To Boost Bellevue Residents' Response to Public Health Surveys, UB Researchers Sponsor Educational Sessions

Release Date: April 14, 2004 This content is archived.


BUFFALO, N.Y. -- For years, residents living in the Bellevue section of Cheektowaga have wondered if something in their environment contributes to an increased incidence of disease in their neighborhood.

University at Buffalo researchers, working with the New York State Department of Health, hope finally to be able to answer that question by year's end, but first they say they need more residents to fill out and return to them important 10-page surveys.

Residents who have not yet completed the surveys will have a chance to get new copies, fill them out and ask questions of the survey's coordinators from noon to 5 p.m. on April 17, 9 a.m. to 2 p.m. on April 18, and noon to 5 p.m. on April 24 in the auditorium of the Resurrection Church, 130 Como Park Blvd., Cheektowaga.

"We're at a critical final phase now in conducting this health study," said Joseph Gardella, Ph.D., professor of chemistry and associate dean in the University at Buffalo College of Arts and Sciences, who is the principal investigator on the survey project.

"It is vital that as many residents as possible respond to the public health survey," he said.

Residents of the neighborhood, located near three landfills and a stone quarry, have been concerned about what they believe is a high incidence of autoimmune and respiratory diseases due to environmental hazards.

While previous studies conducted by the state health department in ZIP codes that include the neighborhood were inconclusive, residents have continued to call for additional, more geographically specific studies.

"Because this UB study was designed with major input from the community, it can best respond to the residents' concerns," said Gardella.
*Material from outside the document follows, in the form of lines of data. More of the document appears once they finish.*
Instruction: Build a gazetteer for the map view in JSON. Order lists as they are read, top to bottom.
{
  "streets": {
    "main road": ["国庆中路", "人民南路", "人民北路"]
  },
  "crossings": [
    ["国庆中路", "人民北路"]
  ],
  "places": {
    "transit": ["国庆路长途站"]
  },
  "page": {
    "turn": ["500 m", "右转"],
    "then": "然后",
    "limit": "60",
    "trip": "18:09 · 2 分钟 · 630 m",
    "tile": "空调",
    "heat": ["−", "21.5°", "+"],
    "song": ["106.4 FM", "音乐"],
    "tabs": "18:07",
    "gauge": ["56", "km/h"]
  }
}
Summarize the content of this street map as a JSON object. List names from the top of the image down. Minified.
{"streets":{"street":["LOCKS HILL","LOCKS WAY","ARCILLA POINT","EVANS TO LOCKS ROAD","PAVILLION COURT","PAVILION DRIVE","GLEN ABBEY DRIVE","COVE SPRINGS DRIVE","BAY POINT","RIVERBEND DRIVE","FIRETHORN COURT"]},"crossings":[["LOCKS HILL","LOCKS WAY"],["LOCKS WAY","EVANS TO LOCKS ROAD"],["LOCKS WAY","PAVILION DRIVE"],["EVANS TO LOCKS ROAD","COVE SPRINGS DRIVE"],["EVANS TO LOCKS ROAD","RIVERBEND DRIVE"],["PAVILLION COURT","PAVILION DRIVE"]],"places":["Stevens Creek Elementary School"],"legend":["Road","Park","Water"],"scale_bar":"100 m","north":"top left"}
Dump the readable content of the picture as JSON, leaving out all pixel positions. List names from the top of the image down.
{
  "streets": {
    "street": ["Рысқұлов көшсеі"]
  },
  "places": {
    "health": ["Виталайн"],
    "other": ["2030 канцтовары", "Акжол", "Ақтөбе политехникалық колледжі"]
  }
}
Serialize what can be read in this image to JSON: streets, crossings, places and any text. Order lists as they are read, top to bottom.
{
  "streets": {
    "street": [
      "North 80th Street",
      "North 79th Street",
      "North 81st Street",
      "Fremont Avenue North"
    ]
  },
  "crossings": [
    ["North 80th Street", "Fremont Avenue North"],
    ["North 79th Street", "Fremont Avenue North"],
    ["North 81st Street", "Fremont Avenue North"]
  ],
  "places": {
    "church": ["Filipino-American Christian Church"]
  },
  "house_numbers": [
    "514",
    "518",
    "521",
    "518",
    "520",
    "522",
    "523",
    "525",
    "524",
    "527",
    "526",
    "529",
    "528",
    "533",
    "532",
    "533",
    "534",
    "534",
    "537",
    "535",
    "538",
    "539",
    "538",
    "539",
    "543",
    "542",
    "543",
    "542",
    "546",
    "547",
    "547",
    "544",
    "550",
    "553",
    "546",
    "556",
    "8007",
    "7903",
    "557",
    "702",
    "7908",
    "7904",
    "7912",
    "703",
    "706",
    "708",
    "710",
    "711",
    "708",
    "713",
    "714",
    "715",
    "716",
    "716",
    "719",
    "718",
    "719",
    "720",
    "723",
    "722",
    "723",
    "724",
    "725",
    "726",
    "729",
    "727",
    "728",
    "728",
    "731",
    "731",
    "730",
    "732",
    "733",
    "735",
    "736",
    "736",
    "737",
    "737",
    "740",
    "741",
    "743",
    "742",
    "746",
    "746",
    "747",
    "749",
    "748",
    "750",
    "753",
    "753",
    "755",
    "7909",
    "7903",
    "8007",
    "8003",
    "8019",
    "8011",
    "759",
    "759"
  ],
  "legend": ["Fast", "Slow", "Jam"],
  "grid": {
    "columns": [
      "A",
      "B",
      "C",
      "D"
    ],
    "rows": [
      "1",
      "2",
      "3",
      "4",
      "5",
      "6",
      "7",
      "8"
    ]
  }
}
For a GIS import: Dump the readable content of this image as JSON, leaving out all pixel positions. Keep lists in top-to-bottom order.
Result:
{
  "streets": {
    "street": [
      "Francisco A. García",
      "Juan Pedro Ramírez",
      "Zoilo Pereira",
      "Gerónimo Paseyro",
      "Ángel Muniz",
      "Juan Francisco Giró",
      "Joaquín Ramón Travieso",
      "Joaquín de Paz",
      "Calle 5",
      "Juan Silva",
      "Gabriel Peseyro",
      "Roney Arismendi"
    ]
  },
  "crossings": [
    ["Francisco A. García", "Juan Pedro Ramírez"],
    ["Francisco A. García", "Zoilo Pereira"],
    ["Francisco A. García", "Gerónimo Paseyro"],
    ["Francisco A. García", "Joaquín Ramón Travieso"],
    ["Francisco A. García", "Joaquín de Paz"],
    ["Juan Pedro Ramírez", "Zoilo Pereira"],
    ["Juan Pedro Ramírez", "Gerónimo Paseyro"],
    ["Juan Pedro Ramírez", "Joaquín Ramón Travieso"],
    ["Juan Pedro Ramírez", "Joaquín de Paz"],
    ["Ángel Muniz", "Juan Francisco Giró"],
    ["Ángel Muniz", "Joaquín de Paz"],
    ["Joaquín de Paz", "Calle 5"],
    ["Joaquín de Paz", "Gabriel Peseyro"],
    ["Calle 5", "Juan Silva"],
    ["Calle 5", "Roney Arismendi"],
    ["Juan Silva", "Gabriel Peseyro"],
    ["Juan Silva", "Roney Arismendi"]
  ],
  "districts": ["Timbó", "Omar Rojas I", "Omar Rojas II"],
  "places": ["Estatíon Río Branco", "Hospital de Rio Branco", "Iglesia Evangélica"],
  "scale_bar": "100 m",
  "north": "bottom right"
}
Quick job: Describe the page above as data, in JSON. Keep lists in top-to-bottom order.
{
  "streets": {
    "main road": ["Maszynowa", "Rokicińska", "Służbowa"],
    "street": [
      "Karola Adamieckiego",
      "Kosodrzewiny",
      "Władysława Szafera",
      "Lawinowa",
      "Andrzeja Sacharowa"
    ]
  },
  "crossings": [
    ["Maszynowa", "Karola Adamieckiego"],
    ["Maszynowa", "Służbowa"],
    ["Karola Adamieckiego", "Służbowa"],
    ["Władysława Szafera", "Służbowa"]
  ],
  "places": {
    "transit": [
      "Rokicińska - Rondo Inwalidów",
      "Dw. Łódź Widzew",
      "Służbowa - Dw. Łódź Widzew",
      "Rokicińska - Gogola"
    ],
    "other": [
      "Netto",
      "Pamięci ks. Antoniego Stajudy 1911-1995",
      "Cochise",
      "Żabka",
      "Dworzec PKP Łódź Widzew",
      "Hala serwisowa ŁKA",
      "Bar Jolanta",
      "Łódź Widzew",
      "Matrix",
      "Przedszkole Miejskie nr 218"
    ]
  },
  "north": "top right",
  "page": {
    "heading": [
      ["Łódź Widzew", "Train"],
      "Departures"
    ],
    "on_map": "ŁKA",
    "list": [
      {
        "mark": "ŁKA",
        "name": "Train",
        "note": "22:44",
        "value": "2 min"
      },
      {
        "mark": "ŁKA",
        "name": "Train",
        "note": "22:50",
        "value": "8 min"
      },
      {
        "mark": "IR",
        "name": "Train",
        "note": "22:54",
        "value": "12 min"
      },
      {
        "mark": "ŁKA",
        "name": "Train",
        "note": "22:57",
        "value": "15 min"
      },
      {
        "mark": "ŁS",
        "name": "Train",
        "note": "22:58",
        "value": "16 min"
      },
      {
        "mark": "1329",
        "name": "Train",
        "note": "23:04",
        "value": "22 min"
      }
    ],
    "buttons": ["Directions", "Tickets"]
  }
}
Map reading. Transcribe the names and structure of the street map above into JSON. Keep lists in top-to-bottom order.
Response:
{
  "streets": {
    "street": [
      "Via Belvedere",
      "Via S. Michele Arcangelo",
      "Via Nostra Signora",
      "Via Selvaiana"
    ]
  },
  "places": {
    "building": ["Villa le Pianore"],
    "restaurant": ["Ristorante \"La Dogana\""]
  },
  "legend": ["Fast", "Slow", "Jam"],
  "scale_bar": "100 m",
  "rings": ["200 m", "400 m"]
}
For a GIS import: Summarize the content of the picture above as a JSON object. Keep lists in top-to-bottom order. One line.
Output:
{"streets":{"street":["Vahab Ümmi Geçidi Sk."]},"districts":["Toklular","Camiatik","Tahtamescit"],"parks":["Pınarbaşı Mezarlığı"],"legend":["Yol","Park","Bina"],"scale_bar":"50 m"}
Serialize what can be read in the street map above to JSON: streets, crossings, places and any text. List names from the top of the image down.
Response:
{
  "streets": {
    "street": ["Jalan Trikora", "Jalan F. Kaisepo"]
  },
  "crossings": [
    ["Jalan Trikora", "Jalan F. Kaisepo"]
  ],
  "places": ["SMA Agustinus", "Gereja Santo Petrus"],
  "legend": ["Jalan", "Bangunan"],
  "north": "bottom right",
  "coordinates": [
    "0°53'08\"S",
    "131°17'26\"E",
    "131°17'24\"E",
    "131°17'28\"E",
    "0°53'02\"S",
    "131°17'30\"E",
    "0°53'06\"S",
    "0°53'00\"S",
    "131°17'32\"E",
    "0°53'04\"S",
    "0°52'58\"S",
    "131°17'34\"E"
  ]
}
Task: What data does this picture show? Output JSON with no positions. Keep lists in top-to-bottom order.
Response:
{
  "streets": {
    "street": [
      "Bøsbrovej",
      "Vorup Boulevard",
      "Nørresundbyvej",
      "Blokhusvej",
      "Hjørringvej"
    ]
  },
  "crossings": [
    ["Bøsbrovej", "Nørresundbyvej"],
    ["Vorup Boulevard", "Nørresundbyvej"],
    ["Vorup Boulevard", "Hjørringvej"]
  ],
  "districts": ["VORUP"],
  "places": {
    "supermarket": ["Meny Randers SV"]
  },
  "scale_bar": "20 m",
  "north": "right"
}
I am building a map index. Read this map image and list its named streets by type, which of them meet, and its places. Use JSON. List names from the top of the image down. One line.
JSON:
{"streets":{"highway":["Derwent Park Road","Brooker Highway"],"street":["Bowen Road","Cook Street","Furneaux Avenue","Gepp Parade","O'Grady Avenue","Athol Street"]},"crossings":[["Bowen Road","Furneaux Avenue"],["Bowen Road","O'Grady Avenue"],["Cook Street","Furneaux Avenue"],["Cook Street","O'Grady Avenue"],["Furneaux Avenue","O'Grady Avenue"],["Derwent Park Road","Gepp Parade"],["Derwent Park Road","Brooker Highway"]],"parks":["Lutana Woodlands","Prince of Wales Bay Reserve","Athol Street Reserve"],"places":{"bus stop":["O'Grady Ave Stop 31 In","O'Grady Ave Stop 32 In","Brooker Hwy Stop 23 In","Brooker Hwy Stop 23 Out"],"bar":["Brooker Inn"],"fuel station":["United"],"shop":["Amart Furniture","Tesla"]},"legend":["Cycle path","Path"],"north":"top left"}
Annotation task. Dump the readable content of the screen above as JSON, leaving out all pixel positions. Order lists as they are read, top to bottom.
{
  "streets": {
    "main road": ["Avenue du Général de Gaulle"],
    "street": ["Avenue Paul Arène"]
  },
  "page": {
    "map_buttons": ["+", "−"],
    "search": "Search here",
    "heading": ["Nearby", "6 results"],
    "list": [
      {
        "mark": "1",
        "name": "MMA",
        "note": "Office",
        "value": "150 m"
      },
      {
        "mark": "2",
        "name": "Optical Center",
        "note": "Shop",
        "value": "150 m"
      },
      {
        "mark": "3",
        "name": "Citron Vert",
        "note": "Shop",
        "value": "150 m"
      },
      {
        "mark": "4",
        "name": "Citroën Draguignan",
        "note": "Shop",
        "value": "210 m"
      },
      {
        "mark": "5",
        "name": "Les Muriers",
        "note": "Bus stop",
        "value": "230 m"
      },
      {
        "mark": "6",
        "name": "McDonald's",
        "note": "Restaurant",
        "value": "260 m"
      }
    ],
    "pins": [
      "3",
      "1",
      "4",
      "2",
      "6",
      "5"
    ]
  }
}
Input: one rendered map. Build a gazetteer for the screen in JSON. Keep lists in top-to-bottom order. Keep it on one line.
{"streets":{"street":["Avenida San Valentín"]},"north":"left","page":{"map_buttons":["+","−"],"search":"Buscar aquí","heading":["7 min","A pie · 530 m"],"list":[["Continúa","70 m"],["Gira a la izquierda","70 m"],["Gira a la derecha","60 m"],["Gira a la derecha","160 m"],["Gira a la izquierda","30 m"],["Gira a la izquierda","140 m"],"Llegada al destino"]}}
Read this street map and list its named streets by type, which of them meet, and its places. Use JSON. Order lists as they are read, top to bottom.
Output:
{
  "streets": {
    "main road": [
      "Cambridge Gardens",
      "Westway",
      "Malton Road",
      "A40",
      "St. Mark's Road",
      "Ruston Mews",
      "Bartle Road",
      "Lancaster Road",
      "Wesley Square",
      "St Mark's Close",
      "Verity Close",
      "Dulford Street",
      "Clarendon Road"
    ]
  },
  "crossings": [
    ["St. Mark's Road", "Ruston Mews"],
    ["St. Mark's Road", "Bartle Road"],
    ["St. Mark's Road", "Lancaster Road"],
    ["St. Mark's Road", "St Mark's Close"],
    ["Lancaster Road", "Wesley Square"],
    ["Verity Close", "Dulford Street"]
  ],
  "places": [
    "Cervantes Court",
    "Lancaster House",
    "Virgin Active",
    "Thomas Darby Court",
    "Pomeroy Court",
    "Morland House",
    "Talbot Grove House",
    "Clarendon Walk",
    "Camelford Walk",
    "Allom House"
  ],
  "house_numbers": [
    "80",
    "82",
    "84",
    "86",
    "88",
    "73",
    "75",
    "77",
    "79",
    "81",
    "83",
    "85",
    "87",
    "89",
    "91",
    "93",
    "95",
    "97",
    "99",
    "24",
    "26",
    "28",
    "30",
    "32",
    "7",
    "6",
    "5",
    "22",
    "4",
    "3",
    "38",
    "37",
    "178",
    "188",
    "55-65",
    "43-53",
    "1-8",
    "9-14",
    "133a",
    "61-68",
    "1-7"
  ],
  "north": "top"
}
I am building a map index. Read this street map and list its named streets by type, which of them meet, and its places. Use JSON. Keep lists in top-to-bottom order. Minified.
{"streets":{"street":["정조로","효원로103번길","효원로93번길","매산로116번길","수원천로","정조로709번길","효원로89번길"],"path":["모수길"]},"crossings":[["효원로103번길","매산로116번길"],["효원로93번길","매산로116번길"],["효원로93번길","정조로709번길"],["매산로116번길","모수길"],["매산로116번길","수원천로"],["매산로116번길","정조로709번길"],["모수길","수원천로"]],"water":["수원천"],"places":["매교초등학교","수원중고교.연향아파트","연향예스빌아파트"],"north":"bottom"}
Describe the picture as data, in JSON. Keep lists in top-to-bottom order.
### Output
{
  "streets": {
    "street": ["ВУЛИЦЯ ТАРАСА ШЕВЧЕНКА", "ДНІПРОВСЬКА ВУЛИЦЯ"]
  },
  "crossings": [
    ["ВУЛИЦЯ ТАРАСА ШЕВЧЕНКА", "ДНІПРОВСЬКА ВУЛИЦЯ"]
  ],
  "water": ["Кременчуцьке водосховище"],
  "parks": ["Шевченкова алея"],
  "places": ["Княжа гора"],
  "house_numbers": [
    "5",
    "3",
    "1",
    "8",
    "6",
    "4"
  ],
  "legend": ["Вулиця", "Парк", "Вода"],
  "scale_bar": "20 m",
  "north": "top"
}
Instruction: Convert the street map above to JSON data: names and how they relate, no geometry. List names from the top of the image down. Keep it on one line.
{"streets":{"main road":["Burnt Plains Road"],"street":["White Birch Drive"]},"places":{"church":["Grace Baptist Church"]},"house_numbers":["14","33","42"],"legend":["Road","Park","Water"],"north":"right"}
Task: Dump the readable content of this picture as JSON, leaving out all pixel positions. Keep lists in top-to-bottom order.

The UB survey, he added, will be valid only if at least 30-40 percent of the residents respond.

"The number of responses received so far has been insufficient," said Christine Brinkhus, a doctoral candidate in the UB Department of Anthropology in the College of Arts and Sciences, who is the public participation specialist on the project.

The effort was kicked off last summer with an intensive door-to-door effort in the neighborhood, where UB students and researchers hand-delivered surveys to residents and informed them about the importance of responding, she said.

According to Brinkhus, more than 6,000 surveys have been delivered or mailed: 3,000 to residents in the affected community and 3,000 to those in an adjacent community that is serving as the control population.

"The survey is 10 pages long, and we know it takes a substantial amount of time and thought to answer it," said Gardella, "but frankly, responding to the survey is the only way that the community will be able to have closure, to find out once and for all if further study is needed because something in their environment is making them and their loved ones sick."

Both Gardella and Brinkhus will be present at all the survey sessions to answer questions and to provide information.

Donna Hosmer, president of the Cheektowaga Citizens' Coalition and other volunteers from the group, also will be present.

The confidentiality of participants and the privacy of health information will be maintained and community members will not have access to the surveys or to the data concerning individuals or households.

The study protocol was written by the New York State Department of Health with input from UB, the Cheektowaga Citizens' Coalition and the Erie County Department of Health. Data collection, management and analysis will be organized by UB.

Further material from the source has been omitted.